For the plane to contain both lines, the lines must be coplanar. Since the direction vectors are not proportional, the lines must intersect. The condition for coplanarity is that the scalar triple product of the vector joining a point on each line and their direction vectors is zero: $[\vec{P_1P_2}, \vec{v_1}, \vec{v_2}] = 0$.

The vector $\vec{P_1P_2} = P_2 - P_1 = \langle 1 - (-1), -3 - (-3), -7 - (-5) \rangle = \langle 2, 0, -2 \rangle$.

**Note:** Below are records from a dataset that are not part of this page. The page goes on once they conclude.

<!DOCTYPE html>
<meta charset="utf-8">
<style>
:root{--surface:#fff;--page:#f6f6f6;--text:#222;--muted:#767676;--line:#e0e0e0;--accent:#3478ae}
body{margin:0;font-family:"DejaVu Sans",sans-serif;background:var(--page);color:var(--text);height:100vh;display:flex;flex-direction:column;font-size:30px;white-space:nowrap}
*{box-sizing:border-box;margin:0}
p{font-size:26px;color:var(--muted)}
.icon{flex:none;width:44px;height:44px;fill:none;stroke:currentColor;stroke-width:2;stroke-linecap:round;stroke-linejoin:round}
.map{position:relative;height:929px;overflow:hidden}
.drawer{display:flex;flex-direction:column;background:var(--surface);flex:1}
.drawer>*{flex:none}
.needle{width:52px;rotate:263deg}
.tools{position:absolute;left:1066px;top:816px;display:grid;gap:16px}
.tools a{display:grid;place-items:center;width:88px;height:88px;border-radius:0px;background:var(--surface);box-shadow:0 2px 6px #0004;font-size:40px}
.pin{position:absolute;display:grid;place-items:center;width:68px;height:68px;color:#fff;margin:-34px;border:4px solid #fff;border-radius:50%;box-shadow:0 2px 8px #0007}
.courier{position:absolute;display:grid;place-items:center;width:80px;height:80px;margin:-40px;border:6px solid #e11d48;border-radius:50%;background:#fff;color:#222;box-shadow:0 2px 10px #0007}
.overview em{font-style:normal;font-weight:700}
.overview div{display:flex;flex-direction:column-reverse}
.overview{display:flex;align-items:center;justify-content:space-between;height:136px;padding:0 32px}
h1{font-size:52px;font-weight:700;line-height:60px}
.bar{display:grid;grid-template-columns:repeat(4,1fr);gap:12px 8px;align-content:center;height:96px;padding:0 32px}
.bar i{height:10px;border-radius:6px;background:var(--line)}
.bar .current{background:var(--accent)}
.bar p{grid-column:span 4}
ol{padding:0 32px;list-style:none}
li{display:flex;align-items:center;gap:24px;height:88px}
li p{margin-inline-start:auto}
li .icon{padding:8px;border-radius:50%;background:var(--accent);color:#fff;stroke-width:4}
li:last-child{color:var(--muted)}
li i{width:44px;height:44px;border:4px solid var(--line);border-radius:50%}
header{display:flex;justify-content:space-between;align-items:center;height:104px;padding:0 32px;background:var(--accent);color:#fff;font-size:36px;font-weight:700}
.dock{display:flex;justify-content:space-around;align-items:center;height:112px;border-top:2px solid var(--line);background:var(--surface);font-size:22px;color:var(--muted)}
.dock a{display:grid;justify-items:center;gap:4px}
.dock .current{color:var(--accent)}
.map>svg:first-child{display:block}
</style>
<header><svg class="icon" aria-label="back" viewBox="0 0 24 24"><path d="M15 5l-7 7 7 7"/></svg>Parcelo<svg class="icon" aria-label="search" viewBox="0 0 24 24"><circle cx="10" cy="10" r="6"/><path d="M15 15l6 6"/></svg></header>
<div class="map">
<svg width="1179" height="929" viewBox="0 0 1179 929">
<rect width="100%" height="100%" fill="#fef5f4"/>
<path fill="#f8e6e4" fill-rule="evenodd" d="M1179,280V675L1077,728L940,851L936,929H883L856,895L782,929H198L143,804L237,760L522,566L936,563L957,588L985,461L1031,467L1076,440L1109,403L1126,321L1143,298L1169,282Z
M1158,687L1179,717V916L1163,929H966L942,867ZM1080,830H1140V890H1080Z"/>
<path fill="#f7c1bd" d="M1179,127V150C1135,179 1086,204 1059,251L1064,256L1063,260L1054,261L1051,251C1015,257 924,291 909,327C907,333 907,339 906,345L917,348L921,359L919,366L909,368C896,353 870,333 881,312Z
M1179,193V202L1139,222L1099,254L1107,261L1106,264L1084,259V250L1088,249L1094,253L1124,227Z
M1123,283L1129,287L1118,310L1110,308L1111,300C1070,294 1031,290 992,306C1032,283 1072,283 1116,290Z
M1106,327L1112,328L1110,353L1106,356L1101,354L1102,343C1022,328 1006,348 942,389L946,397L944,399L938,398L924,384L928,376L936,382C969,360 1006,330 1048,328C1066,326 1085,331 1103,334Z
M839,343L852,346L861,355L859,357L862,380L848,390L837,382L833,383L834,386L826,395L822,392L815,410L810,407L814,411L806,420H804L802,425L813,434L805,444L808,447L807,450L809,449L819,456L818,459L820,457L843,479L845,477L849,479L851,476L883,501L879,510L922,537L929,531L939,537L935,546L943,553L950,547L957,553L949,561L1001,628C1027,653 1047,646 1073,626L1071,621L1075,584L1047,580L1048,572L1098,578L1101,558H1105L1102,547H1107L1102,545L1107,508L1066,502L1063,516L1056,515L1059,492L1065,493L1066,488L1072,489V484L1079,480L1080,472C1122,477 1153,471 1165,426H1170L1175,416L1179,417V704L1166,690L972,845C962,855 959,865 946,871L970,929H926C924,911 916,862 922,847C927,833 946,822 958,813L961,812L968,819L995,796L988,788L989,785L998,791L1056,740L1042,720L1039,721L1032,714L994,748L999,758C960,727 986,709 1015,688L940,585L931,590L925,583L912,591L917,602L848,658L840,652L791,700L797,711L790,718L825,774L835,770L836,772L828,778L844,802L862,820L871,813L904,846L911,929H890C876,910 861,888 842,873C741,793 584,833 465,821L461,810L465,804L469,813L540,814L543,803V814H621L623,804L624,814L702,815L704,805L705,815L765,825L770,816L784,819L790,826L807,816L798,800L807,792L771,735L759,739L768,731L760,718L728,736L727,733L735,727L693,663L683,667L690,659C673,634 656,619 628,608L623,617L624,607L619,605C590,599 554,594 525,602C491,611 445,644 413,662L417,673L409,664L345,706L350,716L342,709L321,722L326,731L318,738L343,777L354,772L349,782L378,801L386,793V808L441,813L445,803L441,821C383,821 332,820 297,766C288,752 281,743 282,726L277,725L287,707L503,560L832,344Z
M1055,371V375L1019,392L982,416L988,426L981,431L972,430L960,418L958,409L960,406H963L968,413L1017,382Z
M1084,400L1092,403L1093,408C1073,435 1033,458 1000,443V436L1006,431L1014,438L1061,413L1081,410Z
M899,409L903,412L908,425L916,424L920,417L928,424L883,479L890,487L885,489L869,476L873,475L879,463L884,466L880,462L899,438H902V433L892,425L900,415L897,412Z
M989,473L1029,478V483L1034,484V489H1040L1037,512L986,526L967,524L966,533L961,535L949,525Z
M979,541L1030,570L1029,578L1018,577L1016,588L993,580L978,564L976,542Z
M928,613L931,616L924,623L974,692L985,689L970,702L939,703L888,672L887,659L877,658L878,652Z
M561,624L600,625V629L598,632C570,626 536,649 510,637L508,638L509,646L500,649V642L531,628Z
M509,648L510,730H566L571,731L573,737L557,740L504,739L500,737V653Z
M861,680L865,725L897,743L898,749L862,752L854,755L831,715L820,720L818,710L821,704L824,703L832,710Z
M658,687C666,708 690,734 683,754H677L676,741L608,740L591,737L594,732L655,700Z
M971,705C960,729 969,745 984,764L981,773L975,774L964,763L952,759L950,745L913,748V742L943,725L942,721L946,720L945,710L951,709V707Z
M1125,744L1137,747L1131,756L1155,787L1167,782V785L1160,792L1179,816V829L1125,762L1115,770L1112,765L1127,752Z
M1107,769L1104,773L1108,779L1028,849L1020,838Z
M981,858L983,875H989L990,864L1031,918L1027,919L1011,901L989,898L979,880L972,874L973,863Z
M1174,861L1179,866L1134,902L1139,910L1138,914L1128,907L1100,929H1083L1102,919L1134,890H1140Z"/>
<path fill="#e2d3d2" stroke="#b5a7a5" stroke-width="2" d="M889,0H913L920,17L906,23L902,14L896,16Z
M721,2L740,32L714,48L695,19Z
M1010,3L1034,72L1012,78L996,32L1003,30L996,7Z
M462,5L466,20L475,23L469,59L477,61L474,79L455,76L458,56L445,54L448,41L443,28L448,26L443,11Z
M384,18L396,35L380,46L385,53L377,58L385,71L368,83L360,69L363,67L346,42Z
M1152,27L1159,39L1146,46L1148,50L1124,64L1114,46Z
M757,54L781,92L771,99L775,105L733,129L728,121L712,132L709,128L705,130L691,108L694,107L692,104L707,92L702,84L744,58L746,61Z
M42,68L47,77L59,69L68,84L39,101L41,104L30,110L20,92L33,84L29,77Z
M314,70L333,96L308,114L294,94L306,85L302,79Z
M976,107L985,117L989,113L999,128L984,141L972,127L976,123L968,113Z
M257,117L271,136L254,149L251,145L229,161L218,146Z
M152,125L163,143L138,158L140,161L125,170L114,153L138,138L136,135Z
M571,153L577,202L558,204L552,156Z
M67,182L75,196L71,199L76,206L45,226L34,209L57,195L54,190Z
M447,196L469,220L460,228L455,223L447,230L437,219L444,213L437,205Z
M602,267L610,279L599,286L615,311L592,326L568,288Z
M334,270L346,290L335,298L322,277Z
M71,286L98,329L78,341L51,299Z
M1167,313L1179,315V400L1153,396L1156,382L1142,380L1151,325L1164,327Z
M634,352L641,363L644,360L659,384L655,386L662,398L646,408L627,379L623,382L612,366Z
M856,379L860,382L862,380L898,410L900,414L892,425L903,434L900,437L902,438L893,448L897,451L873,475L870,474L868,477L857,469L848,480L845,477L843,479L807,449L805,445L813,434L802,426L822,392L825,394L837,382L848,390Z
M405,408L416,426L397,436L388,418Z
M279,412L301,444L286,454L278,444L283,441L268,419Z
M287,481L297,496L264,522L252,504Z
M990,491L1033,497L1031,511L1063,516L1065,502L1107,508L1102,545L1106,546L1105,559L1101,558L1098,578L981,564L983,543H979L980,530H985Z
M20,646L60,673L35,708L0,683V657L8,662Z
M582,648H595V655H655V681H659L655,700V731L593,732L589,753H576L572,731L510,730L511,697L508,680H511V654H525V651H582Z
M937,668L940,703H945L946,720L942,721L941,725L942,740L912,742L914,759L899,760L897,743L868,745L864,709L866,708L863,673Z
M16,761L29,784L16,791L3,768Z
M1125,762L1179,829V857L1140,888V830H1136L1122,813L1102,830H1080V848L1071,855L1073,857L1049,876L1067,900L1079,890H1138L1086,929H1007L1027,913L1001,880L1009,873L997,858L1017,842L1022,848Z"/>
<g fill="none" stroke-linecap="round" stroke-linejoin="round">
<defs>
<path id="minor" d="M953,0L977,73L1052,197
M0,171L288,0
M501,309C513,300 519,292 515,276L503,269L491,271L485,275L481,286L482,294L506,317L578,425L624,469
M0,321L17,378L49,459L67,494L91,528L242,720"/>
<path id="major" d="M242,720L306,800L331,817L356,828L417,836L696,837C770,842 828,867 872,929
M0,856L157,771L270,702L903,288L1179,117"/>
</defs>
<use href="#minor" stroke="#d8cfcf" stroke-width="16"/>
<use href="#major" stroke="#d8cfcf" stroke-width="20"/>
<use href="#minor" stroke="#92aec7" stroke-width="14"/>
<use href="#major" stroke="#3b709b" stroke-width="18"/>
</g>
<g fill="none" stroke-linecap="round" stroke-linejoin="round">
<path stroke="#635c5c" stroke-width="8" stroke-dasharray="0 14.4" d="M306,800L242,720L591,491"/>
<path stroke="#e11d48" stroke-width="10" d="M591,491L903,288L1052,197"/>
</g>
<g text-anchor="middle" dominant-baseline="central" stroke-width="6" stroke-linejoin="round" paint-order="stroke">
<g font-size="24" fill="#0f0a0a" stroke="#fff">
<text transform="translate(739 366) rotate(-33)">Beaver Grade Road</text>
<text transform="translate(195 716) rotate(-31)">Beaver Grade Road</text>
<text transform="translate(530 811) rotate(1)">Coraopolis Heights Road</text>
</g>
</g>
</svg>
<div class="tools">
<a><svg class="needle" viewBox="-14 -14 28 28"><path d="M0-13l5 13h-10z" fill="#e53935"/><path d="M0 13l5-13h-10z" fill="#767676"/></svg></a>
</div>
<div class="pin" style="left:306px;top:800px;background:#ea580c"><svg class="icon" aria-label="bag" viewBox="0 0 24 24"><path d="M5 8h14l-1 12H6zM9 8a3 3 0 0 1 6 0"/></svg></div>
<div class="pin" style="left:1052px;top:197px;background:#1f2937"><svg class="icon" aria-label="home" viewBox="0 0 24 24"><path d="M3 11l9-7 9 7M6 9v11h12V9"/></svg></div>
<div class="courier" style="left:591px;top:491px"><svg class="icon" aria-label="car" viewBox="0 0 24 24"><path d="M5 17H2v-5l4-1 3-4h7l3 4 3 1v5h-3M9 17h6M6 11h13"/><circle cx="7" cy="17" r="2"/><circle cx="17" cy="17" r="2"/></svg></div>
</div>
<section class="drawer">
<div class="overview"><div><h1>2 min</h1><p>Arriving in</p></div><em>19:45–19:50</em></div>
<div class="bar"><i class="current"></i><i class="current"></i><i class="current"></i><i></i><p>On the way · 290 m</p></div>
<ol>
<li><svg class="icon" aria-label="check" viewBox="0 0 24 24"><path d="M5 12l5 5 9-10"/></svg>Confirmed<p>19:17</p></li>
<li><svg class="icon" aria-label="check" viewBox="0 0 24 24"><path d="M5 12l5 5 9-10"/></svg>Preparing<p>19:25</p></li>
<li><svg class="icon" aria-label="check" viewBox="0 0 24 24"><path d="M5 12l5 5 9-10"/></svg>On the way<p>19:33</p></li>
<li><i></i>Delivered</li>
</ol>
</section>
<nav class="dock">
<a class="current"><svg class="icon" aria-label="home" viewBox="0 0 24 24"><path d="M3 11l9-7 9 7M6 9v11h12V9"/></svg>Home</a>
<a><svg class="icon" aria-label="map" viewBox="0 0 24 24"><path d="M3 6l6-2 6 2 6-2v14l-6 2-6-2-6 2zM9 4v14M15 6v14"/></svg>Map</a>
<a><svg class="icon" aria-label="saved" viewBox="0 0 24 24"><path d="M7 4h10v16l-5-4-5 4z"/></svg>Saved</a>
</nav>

Now, we compute the scalar triple product using a determinant: $\begin{vmatrix} 2 & 0 & -2 \\ 3 & 3 & 7 \\ 1 & 3 & \lambda \end{vmatrix} = 0$ Expanding the determinant: $2(3\lambda - 7 \times 3) - 0(3\lambda - 7 \times 1) + (-2)(3 \times 3 - 3 \times 1) = 0$ $2(3\lambda - 21) - 0 - 2(9 - 3) = 0$ $6\lambda - 42 - 2(6) = 0$ $6\lambda - 42 - 12 = 0$ $6\lambda - 54 = 0$ $6\lambda = 54 \implies \lambda = 9$. This value $\lambda = 9$ satisfies the condition $\lambda \in R-\{0\}$.

Now, with $\lambda=9$, the direction vector for $L_2$ is $\vec{v_2} = \langle 1, 3, 9 \rangle$. The equation of the plane can be found using the determinant form with a point on the plane (e.g., $P_1$) and the two direction vectors: $\begin{vmatrix} x-x_1 & y-y_1 & z-z_1 \\ a_1 & b_1 & c_1 \\ a_2 & b_2 & c_2 \end{vmatrix} = 0$ Using $P_1(-1, -3, -5)$, $\vec{v_1} = \langle 3, 3, 7 \rangle$, and $\vec{v_2} = \langle 1, 3, 9 \rangle$: $\begin{vmatrix} x-(-1) & y-(-3) & z-(-5) \\ 3 & 3 & 7 \\ 1 & 3 & 9 \end{vmatrix} = 0$ $\begin{vmatrix} x+1 & y+3 & z+5 \\ 3 & 3 & 7 \\ 1 & 3 & 9 \end{vmatrix} = 0$ Expanding this determinant: $(x+1)(3 \times 9 - 7 \times 3) - (y+3)(3 \times 9 - 7 \times 1) + (z+5)(3 \times 3 - 3 \times 1) = 0$ $(x+1)(27 - 21) - (y+3)(27 - 7) + (z+5)(9 - 3) = 0$ $(x+1)(6) - (y+3)(20) + (z+5)(6) = 0$ Divide by 2: $3(x+1) - 10(y+3) + 3(z+5) = 0$ $3x + 3 - 10y - 30 + 3z + 15 = 0$ $3x - 10y + 3z - 12 = 0$.